Gedanken Puzzle im Mai 2010.
von Lilo Schwarz
Zur Tarotlegung „Das Kreuz mit dem Kreuz“
Im Zusammenhang mit den massiven Vorwürfen an die Kirchenväter und –brüder, die landauf und landab des sexuellen Übergriffs an Kindern beschuldigt wurden, beschloss ein Schweizer Berggänger, das Gipfelkreuz auf einem ehrenwerten Felsen abzumontieren, gar zu zerstören mit der Begründung, dass solche Symbole wohl eher nicht an solch einen erhabenen Ort gehören. Eine interessante Wutabfuhr, die sich der Alpinist dabei verschafft hat. Möge es ihn besänftigen in seinem Zorn.
Über das Gipfelkreuz habe ich in meinen Tarotstudien rund um die unterschiedlichen Kreuzsymbole auch nachgedacht, das heißt bergsteigenderweise, nicht zu Hause am Schreibtisch! Oben lockte das Gipfelkreuz und ich verfasste darauf einen Artikel, den ich in meinem zweiten Buch am Schluss veröffentlicht habe und den ich sehr gerne hier anfüge:
Wir Menschen beginnen unseren Lebensweg durch das Tor der Geburt und wir sind so lange unterwegs, wie es uns vielleicht vorbestimmt ist oder wir die Kraft und den Atem zum Leben besitzen, bis wir das zweite große Tor, das des Todes durchschreiten. Zwischen diesen beiden Toren sind wir ständig unterwegs, werden reifer, erfahrener, fähiger, älter, bewusster, und hoffentlich auch fröhlicher und gelassener. Um diesen Zustand der Weisheit im Alter erlangen zu können, ist Arbeit nötig, Arbeit an uns selber, an den Beziehungen zu unseren Mitmenschen, zur Umwelt und Arbeit auch an unserer Lebensaufgabe, egal wie groß oder klein sie ist.

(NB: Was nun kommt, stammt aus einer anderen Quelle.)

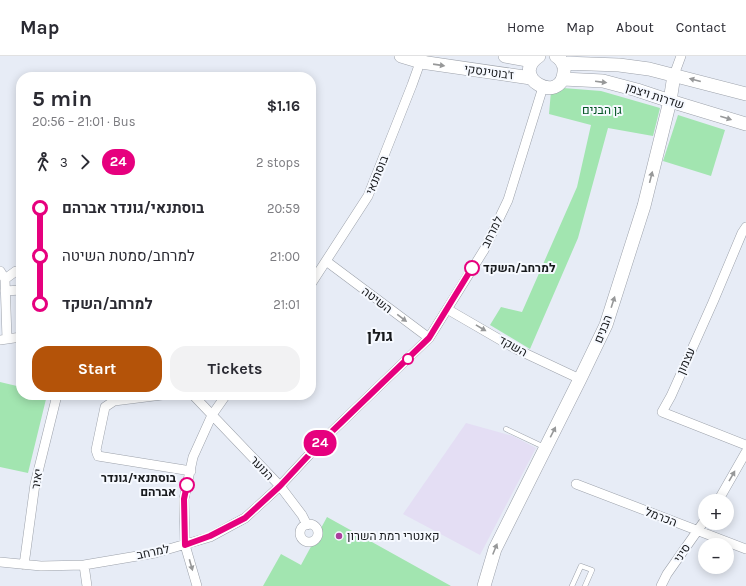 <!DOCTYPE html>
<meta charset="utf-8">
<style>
body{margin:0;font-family:Karla,Heebo,sans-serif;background:#f2f2f3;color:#2b2b33;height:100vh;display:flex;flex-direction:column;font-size:15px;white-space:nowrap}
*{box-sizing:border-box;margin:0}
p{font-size:13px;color:#7c7c81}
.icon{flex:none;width:22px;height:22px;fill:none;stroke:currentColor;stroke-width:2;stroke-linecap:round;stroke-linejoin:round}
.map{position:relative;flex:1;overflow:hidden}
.drawer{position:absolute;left:16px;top:16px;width:300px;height:328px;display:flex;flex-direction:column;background:#fff;border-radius:16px;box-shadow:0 2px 10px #0003}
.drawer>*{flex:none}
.badge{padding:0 8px;border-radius:13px;font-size:14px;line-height:26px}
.fabs{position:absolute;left:698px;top:438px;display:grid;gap:8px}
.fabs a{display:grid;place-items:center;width:36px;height:36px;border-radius:50%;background:#fff;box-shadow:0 2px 10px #0003;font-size:20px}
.map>.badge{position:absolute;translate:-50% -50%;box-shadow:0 0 0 2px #fff}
.legs{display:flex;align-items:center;gap:6px;height:44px;padding:0 16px;font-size:13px}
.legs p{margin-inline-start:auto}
.overview{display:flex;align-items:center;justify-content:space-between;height:68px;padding:0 16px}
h1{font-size:22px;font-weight:700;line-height:30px}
.action{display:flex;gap:8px;margin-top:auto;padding:8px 16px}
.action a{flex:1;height:46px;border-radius:16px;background:#b45309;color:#fff;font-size:16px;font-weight:700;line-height:46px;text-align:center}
.action a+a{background:#f2f2f3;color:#2b2b33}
ul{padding:0 16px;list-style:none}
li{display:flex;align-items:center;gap:14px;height:48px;font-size:15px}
li i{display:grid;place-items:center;width:6px;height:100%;margin:0 5px;background:currentColor}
li i::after{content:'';width:10px;height:10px;margin:-5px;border:3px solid;border-radius:50%;background:#fff}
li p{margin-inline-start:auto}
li:first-child i{background:linear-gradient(#0000 50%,currentColor 0)}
li:last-child i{background:linear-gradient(currentColor 50%,#0000 0)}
header{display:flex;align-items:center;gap:24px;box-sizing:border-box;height:56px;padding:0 20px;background:#fff;border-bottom:1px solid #e1e1e2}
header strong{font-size:19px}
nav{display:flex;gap:22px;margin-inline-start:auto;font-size:14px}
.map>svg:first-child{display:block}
.education{fill:#e4def4}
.green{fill:#a2e5b0}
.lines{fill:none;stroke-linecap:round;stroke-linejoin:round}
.lane-casing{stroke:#9da2ab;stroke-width:5.5}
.street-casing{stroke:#9da2ab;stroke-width:10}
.secondary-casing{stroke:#9da2ab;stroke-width:14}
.lane{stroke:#fff;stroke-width:4.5}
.street{stroke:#fff;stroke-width:9}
.secondary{stroke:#fff;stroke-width:13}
.oneway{fill:#979899}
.line-1-casing{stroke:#fff;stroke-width:9}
.line-1{stroke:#e6007e;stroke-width:6}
.stop-1-dot{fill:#fff;stroke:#e6007e;stroke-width:2}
.poi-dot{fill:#ab3e9d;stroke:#f6f9ff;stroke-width:1.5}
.labels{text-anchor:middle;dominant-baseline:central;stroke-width:4;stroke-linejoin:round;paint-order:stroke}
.street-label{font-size:12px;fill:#181a1d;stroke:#f6f9ff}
.park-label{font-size:12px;fill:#005322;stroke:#f6f9ff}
.stop-label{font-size:12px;font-weight:bold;fill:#181a1d;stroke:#f6f9ff;text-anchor:start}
.poi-label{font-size:12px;fill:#181a1d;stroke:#f6f9ff;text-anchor:start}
.district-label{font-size:16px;font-weight:bold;fill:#181a1d;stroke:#f6f9ff}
</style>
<header>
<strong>Map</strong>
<nav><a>Home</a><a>Map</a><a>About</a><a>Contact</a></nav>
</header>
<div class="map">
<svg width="746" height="530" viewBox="0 0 746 530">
<rect width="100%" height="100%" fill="#e7ecf6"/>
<path class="education" d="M466,367L513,380L536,392L480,499L403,458Z"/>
<path class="green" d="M563,32L601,35L660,52L653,80L608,72L578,182L530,293L490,269L501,251L522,256L577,131L591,69L549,58L551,35Z
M678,59L725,74L711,120L663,105Z
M0,326L21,331V339H47L28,417L0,411Z
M327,461L451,530H263L281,498L301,509Z"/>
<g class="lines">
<defs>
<path id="lane" d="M506,373L544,391
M572,530L581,510L592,514L585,530"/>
<path id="street" d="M674,19L681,0
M746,171L742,177L713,246L671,340L662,356L746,389
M326,205L429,282
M0,215L5,223L7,283
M5,223L16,215L21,216
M311,228L368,140L412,29L422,1
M5,235L21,234
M447,253L516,293L580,323
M0,284L21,281
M162,339L114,345L105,351L96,394L98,400L191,415
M193,339L280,430L302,459L307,469
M576,428L746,493
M718,445L746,396
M300 477a9 9 0 1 1 18 0a9 9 0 1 1-18 0Z
M0,506L41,510L84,509L155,497L210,481L245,462L280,430L321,386L429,282L484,194L508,144L543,31
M24,509L35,428L57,339
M84,509L87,530
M197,530L185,489L184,443L193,401L212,359L226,339
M661,530L667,518L705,464"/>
<path id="secondary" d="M401,0L421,6L531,22
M505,0L533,5
M539,0C508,21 561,50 564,16C565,9 562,4 556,0
M563,7L619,9L649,13L746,38
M563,23L603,25L637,34L670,45L746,68
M484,530L495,493L580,323L606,269L644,150L670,45L674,19"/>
</defs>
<use href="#lane" class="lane-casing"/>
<use href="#street" class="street-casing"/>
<use href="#secondary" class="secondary-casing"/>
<use href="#lane" class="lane"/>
<use href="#street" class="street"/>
<use href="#secondary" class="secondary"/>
</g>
<defs><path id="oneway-solid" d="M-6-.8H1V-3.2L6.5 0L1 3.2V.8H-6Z"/></defs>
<g class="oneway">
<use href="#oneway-solid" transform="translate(439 9) rotate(8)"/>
<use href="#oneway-solid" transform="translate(695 24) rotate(-165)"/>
<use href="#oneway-solid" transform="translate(601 26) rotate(7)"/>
<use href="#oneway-solid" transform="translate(726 62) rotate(17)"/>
<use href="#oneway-solid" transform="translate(651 121) rotate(-76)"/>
<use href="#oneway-solid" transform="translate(613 246) rotate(-72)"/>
<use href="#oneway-solid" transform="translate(402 262) rotate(37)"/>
<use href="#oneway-solid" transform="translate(481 272) rotate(31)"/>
<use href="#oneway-solid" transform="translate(553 376) rotate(-63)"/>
<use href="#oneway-solid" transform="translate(732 420) rotate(-60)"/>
<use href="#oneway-solid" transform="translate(495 493) rotate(-68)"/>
<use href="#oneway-solid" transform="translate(191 509) rotate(74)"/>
</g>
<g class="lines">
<defs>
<path id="line-1" d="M187,429L184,443L185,489L210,480L245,462L280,430L321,386L429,282L472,212"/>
</defs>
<use href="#line-1" class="line-1-casing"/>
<use href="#line-1" class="line-1"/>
</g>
<g class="stop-1-dot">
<circle cx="472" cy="212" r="7"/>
<circle cx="408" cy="303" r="5"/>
<circle cx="187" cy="429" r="7"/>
</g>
<circle class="poi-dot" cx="339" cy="480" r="4"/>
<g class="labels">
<g class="street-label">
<text transform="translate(489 16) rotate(8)">ז'בוטינסקי</text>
<text transform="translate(655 40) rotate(18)">שדרות ויצמן</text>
<text transform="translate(377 119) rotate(-68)">בוסתנאי</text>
<text transform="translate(492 176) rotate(-64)">למרחב</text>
<text transform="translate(377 244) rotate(37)">השיטה</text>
<text transform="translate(603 273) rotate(-68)">הבנים</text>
<text transform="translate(513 290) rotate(29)">השקד</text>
<text transform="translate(686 305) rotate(-66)">עצמון</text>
<text transform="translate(262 412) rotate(47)">הנוער</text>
<text transform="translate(37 423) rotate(-80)">יאיר</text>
<text transform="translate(661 461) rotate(21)">הכרמל</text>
<text transform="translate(153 496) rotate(-12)">למרחב</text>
<text transform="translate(682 497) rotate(-56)">סיני</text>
</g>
<g class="park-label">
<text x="602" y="54">גן הבנים</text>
</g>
<g class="stop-label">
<text x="483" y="212">למרחב/השקד</text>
<text x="176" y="422" text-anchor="end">בוסתנאי/גונדר<tspan x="176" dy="14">אברהם</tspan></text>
</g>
<g class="poi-label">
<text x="347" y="480">קאנטרי רמת השרון</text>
</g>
<g class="district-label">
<text x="380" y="279">גולן</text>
</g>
</g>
</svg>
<div class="fabs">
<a>+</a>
<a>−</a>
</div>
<b class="badge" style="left:320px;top:387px;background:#e6007e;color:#fff">24</b>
<section class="drawer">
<div class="overview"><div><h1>5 min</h1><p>20:56 – 21:01 · Bus</p></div><b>$1.16</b></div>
<div class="legs"><svg class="icon" aria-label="walk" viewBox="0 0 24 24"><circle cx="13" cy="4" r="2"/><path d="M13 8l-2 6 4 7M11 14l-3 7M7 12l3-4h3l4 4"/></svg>3<svg class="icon" aria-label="forward" viewBox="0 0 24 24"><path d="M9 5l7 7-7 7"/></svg><b class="badge" style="background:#e6007e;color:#fff">24</b><p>2 stops</p></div>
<ul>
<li><i style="color:#e6007e"></i><b>בוסתנאי/גונדר אברהם</b><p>20:59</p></li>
<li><i style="color:#e6007e"></i><span>למרחב/סמטת השיטה</span><p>21:00</p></li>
<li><i style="color:#e6007e"></i><b>למרחב/השקד</b><p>21:01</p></li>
</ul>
<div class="action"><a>Start</a><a>Tickets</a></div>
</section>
</div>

Ich vergleiche diesen Lebensweg gerne als den symbolischen Kreuzweg, gelangen wir doch auch im ständigen Unterwegssein an manche Kreuzung, wo immer wieder Entscheidungen von uns gefordert werden, welche Richtung wir einschlagen sollen. Auf dieser langen Lebenswanderung haben wir Ebenen zu durchstehen, Einöden gleich, die wir zum Teil über längere Zeiträume einfach aushalten müssen. Wir kämpfen uns durch die Fluten des Lebens, die uns aufweichen in emotionalen Stürmen und uns bisweilen vergessen lassen, wo uns der Kopf steht. Gefährliche und schier unüberwindbare Schluchten lassen uns zögerlich zurückschrecken. Wir stehen am Berg und fürchten den mühsamen Aufstieg. Und doch gehen wir immer wieder weiter, finden ein Schlupfloch, sehen einen Wegweiser, treffen auf Gleichgesinnte, die uns einladen mit zuwandern, oder fassen einfach wieder neuen Mut, den Weg, unseren Weg zu gehen, Schritt für Schritt.

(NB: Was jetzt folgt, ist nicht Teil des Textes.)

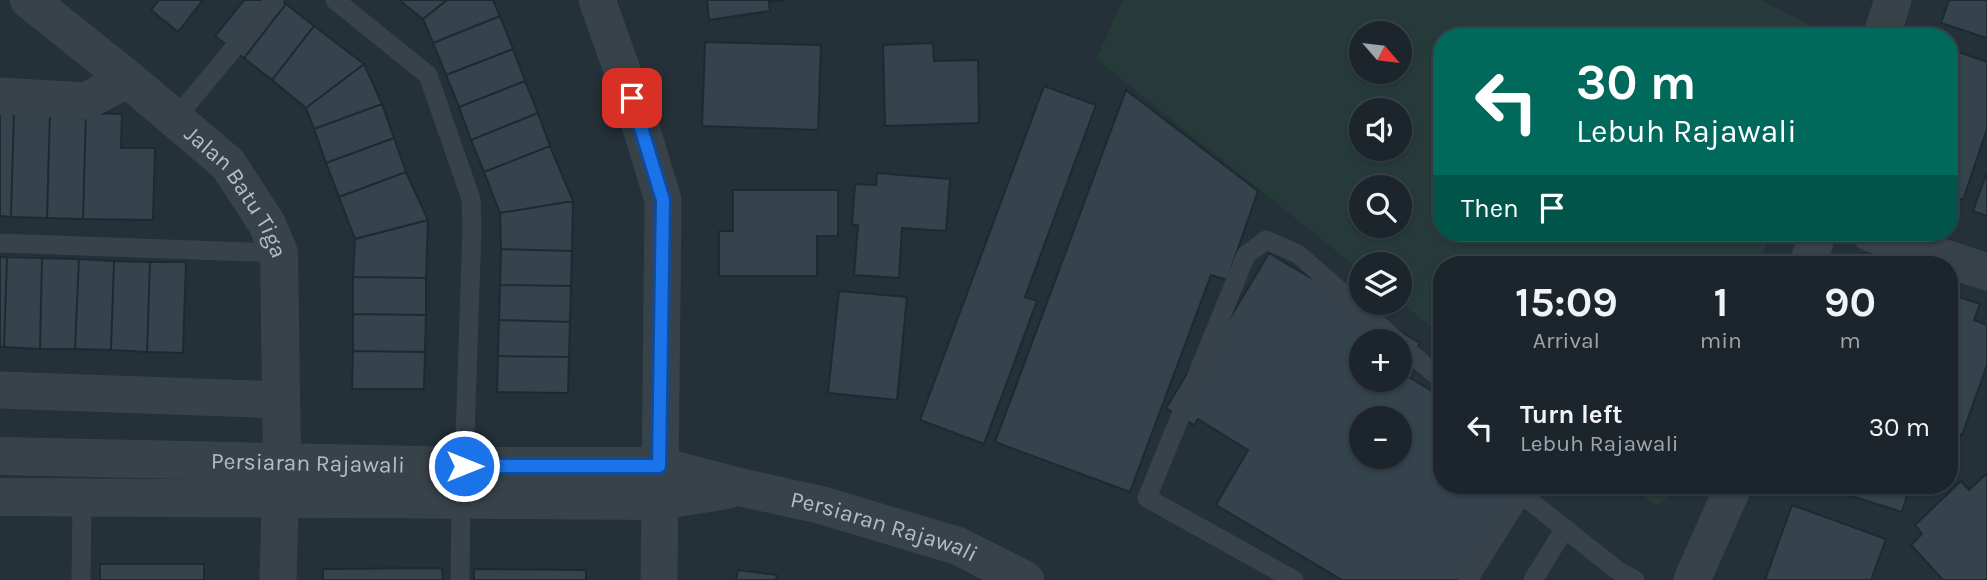 <!DOCTYPE html>
<html lang="en">
<head>
<meta charset="utf-8">
<style>
  body { margin:0; font-family:Karla,sans-serif; background:#283137; color:#f1f3f6; height:100vh; display:flex; flex-direction:column; font-size:26px; white-space:nowrap }
  * { box-sizing:border-box; margin:0 }
  p { font-size:23px; color:#a0a5a9 }
  .icon { flex:none; width:38px; height:38px; fill:none; stroke:currentColor; stroke-width:2; stroke-linecap:round; stroke-linejoin:round }
  .map { position:relative; flex:1; overflow:hidden }
  .panel { position:absolute; left:1433px; top:256px; width:525px; height:238px; display:flex; flex-direction:column; background:#1b252b; border-radius:28px; box-shadow:0 2px 5px #0004,0 0 0 2px #394247 }
  .panel>* { flex:none }
  .top-card { position:absolute; left:1433px; top:28px; width:525px; height:214px; border-radius:28px; box-shadow:0 2px 5px #0004,0 0 0 2px #394247; background:#00695c; color:#fff; overflow:hidden }
  .needle { width:46px; rotate:118deg }
  .buttons { position:absolute; left:1349px; top:21px; display:grid; gap:14px }
  .buttons a { display:grid; place-items:center; width:63px; height:63px; border-radius:50%; background:#1b252b; box-shadow:0 2px 5px #0004,0 0 0 2px #394247; font-size:35px }
  .pin { position:absolute; display:grid; place-items:center; width:60px; height:60px; color:#fff; margin:-30px; border-radius:14px; box-shadow:0 4px 10px #0006 }
  .me { position:absolute; width:77px; margin:-38px; rotate:90deg; stroke-linejoin:round; filter:drop-shadow(0 0 5px #0008) }
  .turn { display:flex; align-items:center; gap:24px; height:147px; padding:0 28px; font-size:32px }
  .turn .icon { width:91px; height:91px; stroke-width:2.5 }
  .turn b { display:block; font-size:49px; line-height:60px }
  .then { display:flex; align-items:center; height:66px; padding:0 28px; background:#0003; gap:14px; font-size:26px }
  .eta { display:flex; justify-content:space-evenly; align-items:center; height:119px; text-align:center }
  .eta b { font-size:42px; font-weight:700; line-height:49px }
  ul { padding:0; list-style:none }
  li { display:flex; align-items:center; gap:21px; height:105px; padding:0 28px }
  li div { flex:1 }
  li b { display:block; font-size:26px }
  li em { font-style:normal }
  .map>svg:first-child { display:block }
  .green { fill:#263a39; fill-rule:evenodd }
  .building { fill:#34434c; stroke:#1f2930; stroke-width:2; fill-rule:evenodd }
  .lines { fill:none; stroke-linecap:round; stroke-linejoin:round }
  .service { stroke:#384249; stroke-width:19 }
  .minor { stroke:#384249; stroke-width:37 }
  .tertiary { stroke:#384249; stroke-width:38 }
  .route-casing { stroke:#114b97; stroke-width:18 }
  .route { stroke:#1a73e8; stroke-width:12 }
  .labels { text-anchor:middle; dominant-baseline:central; stroke-width:7; stroke-linejoin:round; paint-order:stroke }
  .street-label { font-size:23px; fill:#b3bdc5; stroke:#1d272e }
</style>
</head>
<body>
<div class="map">
<svg width="1987" height="580" viewBox="0 0 1987 580">
  <rect width="100%" height="100%" fill="#243139"/>
  <path class="green" d="M1123 0H1761L1833 37H1442V233H1770L1760 264H1442V336L1400 302V264H1362L1361 271 1096 59ZM1362 33H1400V72H1362ZM1362 110H1400V149H1362ZM1362 187H1400V226H1362Z
    M1629 485H1685L1656 506Z"/>
  <path class="building" d="M159 0H203L178 32 151 10Z
    M244 0H281L286 4 244 58 215 36Z
    M399 0H447L423 19Z
    M447 0H493L500 16 433 43 423 19Z
    M707 0H786L769 2 770 11 709 20Z
    M1949 0H1987V38L1941 23Z
    M286 4 314 26 272 80 244 58Z
    M500 16 513 49 446 75 433 43Z
    M314 26 364 64 306 108 272 80Z
    M705 42 821 45 818 130 702 126Z
    M933 43 934 61 978 60 979 123 885 126 883 45Z
    M513 49 525 81 459 107 446 75Z
    M1950 49 1987 62V129L1963 200 1950 195Z
    M364 64 382 104 314 129 306 108Z
    M525 81 538 113 471 140 459 107Z
    M1044 86 1096 105 1025 297 1037 301 984 444 920 420Z
    M1126 90 1258 191 1227 280 1211 275 1130 492 995 442Z
    M382 104 394 138 326 163 314 129Z
    M0 111H14L11 217 0 216Z
    M14 111 50 112 47 218 11 217Z
    M50 112 86 113 83 219 47 218Z
    M86 113 122 114 121 148H155L153 220 83 219Z
    M538 113 550 146 484 172 471 140Z
    M394 138 406 172 339 197 326 163Z
    M550 146 573 201 500 213 484 172Z
    M406 172 428 220 355 239 339 197Z
    M1987 172V216L1973 211Z
    M877 173 950 179 946 231 902 228 899 278 854 275 858 225H852L855 184 876 185Z
    M733 190H838V236H817V276H719V231H733Z
    M573 201 572 251 501 249 500 213Z
    M428 220 426 278 353 277 355 239Z
    M501 249 572 251 571 286 500 285Z
    M1269 253 1420 343 1402 373 1442 397V485H1523L1466 580H1342L1216 505 1248 450 1198 419 1194 425 1166 408 1193 364 1200 368ZM1362 341H1400V380H1362ZM1362 418H1400V457H1362Z
    M0 257H7L4 347H0Z
    M7 257 42 258 40 349 4 347Z
    M42 258 79 259 75 349H40Z
    M79 259 114 261 111 350 75 349Z
    M114 261 150 262 147 352 111 350Z
    M150 262H186L183 353 147 352Z
    M353 277 426 278V315L353 314Z
    M500 285 571 286 570 322 499 320Z
    M839 291 907 297 897 400 828 393Z
    M1953 295 1980 304 1974 320 1987 325V365L1962 435 1950 431V304Z
    M353 314 426 315 425 352 353 351Z
    M499 320 570 322 569 357 498 356Z
    M353 351 425 352 424 389H352Z
    M498 356 569 357 568 393 497 392Z
    M1987 473V580H1943L1911 545 1922 534 1915 525 1961 481 1969 490Z
    M1817 485H1910L1902 512Z
    M1792 505 1886 539 1871 580H1765Z
    M100 564H204V580H100Z
    M442 568 443 580H323V569Z
    M474 569 586 570V580H474Z
    M738 570 777 575 776 580H736Z"/>
  <g class="lines">
    <path class="service" d="M335 0 428 75 471 199 472 227 464 466
      M175 119 274 0
      M0 243 279 253
      M1400 344 1442 380
      M1521 494 1617 570 1635 580
      M81 580 82 497
      M460 580 461 500
      M1294 580 1147 498 1246 255 1266 240 1298 254 1397 341
      M1468 580 1527 486
      M1533 580 1565 528"/>
    <path class="minor" d="M597 0 632 98 663 200 659 580
      M1881 37 1893 0
      M0 96 86 101 128 79
      M1870 233 1987 272
      M1808 264 1818 233
      M0 390 281 400
      M278 580 281 469
      M1692 580 1734 485"/>
    <g class="tertiary">
      <path id="s1" d="M29 0 128 79 228 164 267 224 279 253 282 461"/>
      <path id="s2" d="M0 456 464 466H659L739 487 821 505 958 546 1025 580"/>
      <path d="M0 497 659 501 727 490"/>
    </g>
  </g>
  <g class="lines">
    <g class="route-casing">
      <path id="route" d="M464 466H659L663 200 632 98"/>
    </g>
    <use href="#route" class="route"/>
  </g>
  <g class="labels">
    <g class="street-label">
      <text stroke="none"><textPath href="#s1" startOffset="285">Jalan Batu Tiga</textPath></text>
      <text stroke="none"><textPath href="#s2" startOffset="308">Persiaran Rajawali</textPath></text>
      <text stroke="none"><textPath href="#s2" startOffset="892">Persiaran Rajawali</textPath></text>
    </g>
  </g>
</svg>
<div class="buttons">
<a><svg class="needle" viewBox="-14 -14 28 28"><path d="M0-13l5 13h-10z" fill="#e53935"/><path d="M0 13l5-13h-10z" fill="#a0a5a9"/></svg></a>
<a><svg class="icon" aria-label="sound" viewBox="0 0 24 24"><path d="M4 9h4l5-4v14l-5-4H4zM17 9q2 3 0 6"/></svg></a>
<a><svg class="icon" aria-label="search" viewBox="0 0 24 24"><circle cx="10" cy="10" r="6"/><path d="M15 15l6 6"/></svg></a>
<a><svg class="icon" aria-label="layers" viewBox="0 0 24 24"><path d="M12 4l9 5-9 5-9-5zM3 14l9 5 9-5"/></svg></a>
<a>+</a>
<a>−</a>
</div>
<div class="pin" style="left:632px;top:98px;background:#d93025"><svg class="icon" aria-label="arrive" viewBox="0 0 24 24"><path d="M6 21V4h12l-3 4 3 4H6"/></svg></div>
<svg class="me" style="left:464px;top:466px" viewBox="-20 -20 40 40"><circle r="17" fill="#1a73e8" stroke="#fff" stroke-width="3"/><path d="M0-11L8 9 0 5-8 9z" fill="#fff"/></svg>
<div class="top-card">
<div class="turn"><svg class="icon" aria-label="left" viewBox="0 0 24 24"><path d="M17 20v-9H6M10 6l-5 5 5 5"/></svg><div><b>30 m</b>Lebuh Rajawali</div></div>
<div class="then">Then<svg class="icon" aria-label="arrive" viewBox="0 0 24 24"><path d="M6 21V4h12l-3 4 3 4H6"/></svg></div>
</div>
<section class="panel">
<div class="eta">
<div><b>15:09</b><p>Arrival</p></div>
<div><b>1</b><p>min</p></div>
<div><b>90</b><p>m</p></div>
</div>
<ul>
<li><svg class="icon" aria-label="left" viewBox="0 0 24 24"><path d="M17 20v-9H6M10 6l-5 5 5 5"/></svg><div><b>Turn left</b><p>Lebuh Rajawali</p></div><em>30 m</em></li>
</ul>
</section>
</div>
</body>
</html>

Der Bergweg lockt uns vielleicht mit dem Gipfelkreuz, das an höchster Stelle errichtet wurde als Zeichen der Begrenzung zum Universum. Und genau dahin zieht es uns, dieser Grenze entgegen zwischen Erde und Himmel, zwischen dem Irdischen und dem Spirituellen, wo der höhere Sinn des Lebens sich erahnen lässt. Der Aufstieg ist anstrengend, Schweiß dringt uns aus den Poren, der Atem geht schneller und die Muskeln spannen sich unter der Haut.
Ein Gefühl der Befriedigung tritt auf, sobald wir nicht mehr Schritte zählen, sondern in den Zustand des Unterwegsseins gelangen, nicht mehr am Start ausrechnen, wie lange es wohl dauern wird, bis wir den Gipfel erreicht haben werden, auch nicht zurückblicken ins Tal, wo wir gestartet sind, sondern nur mit der Bewegung eins sind, einfach unterwegs sind. Da vergessen wir selbst den Weg, sind ganz bei uns selber und gleichzeitig mit der Welt. Der Weg ist das Ziel. Denn wenn wir das Ziel erreicht haben, sind wir an unserem Lebensende angelangt.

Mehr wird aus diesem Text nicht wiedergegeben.